State owes Roosevelt a future

CRUSADER EDITORIAL

When the Indiana State Board of Education took over then Roosevelt High School in 2012, it stunned alumni and the Gary community. Though the decision was difficult to swallow, many agreed something had to be done. Once a symbol of pride, Roosevelt had a string of six consecutive F grades on the state’s accountability system.

As the state set out to turn around Roosevelt, it flexed its power and authority to show Roosevelt alumni, teachers and parents how to run a troubled school. It gave an ultra-lucrative contract to EdisonLearning to manage Roosevelt and have sole authority over the school’s academic curriculum.

Year after year, for nearly a full decade, the state gave EdisonLearning nearly five million while failing to hold the corporation accountable for delivering little to no academic progress. In the end EdisonLearning would earn over $31 million while Roosevelt would remain with underachieving students, a crumbling, neglected building and now an uncertain future.

Not only was it a failed takeover, the contract was an embarrassing waste of taxpayers’ money in a state that prides itself on being fiscally responsible.

EdisonLearning disappointed many, but the real blame lies with the Indiana State of Board of Education. The state cannot blame anyone for this mess, for they had full power and authority over Roosevelt’s future and blew it.

The state set out to teach Gary a lesson but instead got a hard and humbling lesson themselves. Instead of saving Roosevelt, the ISOBE enabled EdisonLearning by doing nothing as Roosevelt continued to decline.

One day after the state decided to end its takeover with Roosevelt, the school was delivered another blow.

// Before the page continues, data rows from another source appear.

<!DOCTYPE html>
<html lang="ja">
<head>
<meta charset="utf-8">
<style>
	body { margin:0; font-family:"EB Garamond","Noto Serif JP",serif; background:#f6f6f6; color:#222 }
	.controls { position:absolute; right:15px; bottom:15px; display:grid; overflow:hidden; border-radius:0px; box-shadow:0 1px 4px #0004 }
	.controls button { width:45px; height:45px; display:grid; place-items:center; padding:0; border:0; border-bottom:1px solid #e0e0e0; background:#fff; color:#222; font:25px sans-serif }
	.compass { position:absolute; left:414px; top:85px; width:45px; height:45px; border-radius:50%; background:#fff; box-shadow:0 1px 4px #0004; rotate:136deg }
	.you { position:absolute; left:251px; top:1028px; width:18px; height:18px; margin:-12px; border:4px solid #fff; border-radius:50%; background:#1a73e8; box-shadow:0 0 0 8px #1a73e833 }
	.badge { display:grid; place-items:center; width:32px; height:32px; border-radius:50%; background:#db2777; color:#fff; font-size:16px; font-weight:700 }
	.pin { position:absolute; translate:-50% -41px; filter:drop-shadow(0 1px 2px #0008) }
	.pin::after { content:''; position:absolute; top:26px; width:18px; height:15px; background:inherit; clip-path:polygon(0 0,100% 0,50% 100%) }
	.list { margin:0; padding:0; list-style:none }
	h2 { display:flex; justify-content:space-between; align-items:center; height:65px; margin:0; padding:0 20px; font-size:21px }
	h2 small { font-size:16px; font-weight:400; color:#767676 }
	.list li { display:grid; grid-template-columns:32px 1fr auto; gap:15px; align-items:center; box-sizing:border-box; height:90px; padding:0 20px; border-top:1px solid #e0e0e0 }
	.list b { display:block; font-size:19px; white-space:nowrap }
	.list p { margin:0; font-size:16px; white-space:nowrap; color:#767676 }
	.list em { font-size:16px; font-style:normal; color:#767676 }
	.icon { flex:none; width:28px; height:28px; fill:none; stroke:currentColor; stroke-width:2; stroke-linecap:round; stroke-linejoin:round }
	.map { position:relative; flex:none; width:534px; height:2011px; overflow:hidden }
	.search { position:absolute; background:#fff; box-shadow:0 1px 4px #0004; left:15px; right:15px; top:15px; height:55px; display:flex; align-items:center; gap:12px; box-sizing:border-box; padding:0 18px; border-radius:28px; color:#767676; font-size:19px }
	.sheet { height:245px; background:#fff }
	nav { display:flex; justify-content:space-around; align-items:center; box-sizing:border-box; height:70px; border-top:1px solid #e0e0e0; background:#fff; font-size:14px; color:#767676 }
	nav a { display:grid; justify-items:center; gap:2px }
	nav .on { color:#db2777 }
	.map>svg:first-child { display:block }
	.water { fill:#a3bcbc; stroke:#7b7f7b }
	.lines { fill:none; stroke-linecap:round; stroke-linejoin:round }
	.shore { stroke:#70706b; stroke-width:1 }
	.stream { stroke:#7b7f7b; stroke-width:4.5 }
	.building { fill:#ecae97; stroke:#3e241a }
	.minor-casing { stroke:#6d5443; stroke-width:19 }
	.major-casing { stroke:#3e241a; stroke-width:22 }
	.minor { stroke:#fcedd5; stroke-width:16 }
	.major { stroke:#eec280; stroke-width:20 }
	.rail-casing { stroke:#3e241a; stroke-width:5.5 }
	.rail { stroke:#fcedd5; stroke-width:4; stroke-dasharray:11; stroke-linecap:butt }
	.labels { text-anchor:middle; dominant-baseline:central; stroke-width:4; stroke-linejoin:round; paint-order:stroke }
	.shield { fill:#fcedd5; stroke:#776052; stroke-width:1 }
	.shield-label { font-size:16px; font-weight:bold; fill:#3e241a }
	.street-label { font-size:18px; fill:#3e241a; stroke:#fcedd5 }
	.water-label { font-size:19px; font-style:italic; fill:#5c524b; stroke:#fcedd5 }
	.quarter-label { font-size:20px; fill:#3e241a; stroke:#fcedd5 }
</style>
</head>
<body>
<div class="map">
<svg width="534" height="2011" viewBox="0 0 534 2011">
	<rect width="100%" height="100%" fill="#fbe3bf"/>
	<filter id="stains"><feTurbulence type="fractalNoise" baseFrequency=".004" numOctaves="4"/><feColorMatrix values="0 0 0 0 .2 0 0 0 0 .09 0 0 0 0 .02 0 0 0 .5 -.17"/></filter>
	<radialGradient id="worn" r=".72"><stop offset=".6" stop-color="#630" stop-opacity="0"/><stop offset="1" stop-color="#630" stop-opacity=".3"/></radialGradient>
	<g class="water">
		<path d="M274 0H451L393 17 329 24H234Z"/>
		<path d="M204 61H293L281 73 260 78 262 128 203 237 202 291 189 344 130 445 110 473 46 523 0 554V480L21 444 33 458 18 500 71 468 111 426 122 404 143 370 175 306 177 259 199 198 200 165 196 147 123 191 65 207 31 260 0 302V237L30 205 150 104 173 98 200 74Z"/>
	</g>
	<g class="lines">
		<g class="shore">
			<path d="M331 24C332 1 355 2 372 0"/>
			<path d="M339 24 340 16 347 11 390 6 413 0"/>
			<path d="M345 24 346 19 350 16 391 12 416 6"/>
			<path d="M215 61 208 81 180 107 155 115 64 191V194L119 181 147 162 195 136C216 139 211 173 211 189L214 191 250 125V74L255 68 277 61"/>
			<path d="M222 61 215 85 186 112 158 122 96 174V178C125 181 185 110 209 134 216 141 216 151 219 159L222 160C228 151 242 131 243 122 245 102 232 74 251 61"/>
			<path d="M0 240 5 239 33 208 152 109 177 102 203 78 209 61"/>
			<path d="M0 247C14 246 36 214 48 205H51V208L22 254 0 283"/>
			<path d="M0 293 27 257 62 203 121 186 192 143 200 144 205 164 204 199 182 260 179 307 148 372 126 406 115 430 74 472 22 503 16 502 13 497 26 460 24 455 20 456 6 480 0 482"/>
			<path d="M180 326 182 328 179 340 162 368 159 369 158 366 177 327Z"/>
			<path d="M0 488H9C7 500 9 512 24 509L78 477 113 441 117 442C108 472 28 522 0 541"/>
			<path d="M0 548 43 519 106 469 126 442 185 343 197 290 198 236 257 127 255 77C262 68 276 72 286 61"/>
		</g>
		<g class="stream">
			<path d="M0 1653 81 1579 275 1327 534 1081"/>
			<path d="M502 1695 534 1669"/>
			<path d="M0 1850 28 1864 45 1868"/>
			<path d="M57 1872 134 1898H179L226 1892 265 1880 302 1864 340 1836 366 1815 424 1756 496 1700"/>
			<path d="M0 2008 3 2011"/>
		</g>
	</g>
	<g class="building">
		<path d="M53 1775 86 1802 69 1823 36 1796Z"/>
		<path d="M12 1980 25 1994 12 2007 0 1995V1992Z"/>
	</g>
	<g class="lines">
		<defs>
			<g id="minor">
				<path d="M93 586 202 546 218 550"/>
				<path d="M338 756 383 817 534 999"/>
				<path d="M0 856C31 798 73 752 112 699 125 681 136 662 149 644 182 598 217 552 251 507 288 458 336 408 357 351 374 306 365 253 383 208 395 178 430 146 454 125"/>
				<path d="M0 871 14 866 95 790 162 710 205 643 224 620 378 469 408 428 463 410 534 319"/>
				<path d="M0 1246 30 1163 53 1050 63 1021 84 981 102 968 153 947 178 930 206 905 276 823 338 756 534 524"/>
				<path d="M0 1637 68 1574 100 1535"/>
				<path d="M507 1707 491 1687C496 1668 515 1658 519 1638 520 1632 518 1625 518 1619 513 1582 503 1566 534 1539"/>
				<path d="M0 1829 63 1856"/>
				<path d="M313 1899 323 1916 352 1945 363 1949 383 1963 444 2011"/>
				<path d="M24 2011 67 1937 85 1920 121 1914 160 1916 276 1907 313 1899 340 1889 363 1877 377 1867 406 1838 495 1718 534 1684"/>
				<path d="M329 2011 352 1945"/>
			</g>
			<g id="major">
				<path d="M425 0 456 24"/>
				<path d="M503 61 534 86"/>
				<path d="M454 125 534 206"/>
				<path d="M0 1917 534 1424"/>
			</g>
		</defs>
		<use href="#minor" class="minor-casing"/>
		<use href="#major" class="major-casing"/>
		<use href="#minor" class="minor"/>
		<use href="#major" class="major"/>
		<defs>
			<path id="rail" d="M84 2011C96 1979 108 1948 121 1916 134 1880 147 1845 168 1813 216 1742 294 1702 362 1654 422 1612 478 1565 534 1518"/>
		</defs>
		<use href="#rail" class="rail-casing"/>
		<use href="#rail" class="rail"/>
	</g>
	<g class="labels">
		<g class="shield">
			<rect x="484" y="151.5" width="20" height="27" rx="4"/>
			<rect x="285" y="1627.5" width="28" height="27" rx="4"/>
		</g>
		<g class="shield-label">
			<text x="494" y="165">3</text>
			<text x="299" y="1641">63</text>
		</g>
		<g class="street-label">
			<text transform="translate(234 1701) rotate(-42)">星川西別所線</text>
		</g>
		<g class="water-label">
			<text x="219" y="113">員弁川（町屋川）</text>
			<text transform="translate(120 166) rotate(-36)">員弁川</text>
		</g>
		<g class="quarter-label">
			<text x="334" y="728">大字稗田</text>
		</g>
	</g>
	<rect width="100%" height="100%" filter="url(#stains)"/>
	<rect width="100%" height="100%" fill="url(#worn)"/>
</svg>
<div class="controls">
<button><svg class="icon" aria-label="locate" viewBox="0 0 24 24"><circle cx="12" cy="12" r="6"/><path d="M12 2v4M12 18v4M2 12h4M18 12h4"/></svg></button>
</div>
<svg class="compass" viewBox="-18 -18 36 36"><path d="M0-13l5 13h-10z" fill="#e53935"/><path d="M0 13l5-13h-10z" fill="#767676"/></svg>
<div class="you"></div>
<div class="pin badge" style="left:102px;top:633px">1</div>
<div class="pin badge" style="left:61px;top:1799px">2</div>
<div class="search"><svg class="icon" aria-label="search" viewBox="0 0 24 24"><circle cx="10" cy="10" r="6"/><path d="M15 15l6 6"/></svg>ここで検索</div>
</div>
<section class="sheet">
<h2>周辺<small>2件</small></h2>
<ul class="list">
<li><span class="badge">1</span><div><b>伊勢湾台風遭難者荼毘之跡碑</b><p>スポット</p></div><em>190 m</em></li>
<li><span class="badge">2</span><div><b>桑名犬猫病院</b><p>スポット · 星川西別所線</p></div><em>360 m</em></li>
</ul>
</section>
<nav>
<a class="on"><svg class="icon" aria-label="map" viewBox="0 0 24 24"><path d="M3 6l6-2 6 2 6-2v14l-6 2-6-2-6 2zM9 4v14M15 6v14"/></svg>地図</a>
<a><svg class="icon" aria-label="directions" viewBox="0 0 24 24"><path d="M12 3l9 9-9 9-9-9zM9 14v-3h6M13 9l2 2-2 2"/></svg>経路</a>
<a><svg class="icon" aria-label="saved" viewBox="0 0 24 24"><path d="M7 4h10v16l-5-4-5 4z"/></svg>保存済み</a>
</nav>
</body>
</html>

Eric Parish, an MGT executive with the emergency management team in the state-controlled district recommended that Roosevelt be permanently closed, saying the district would be unable to afford renovaction of the building, which would cost between $9.3 million to 15 million to repair.

With EdisonLearning out of the picture, it was Roosevelt’s first challenge while under authority of the state-controlled school district, which was responsible for maintaining Roosevelt’s crumbling building that was shuttered in January 2019 after the pipes burst.

Community meetings were canceled without explanation, while the state remained silent as it failed to failed to hold the emergency management team accountable. Only when the Crusader began reporting on the problems is when community meetings about Roosevelt begin to happen.

But the lack of transparency and deception about the maintenance of Roosevelt’s historic building continued as the structure remains shuttered and subjected to further disrepair.

For nearly a decade, Roosevelt has been in the hands of the state in some form or fashion. Now the same entity that failed the school with a flawed takeover will decide whether to close it. We hope the state officials will eat some humble pie before giving its final decision. The state owes Roosevelt a future that it promised but failed to deliver.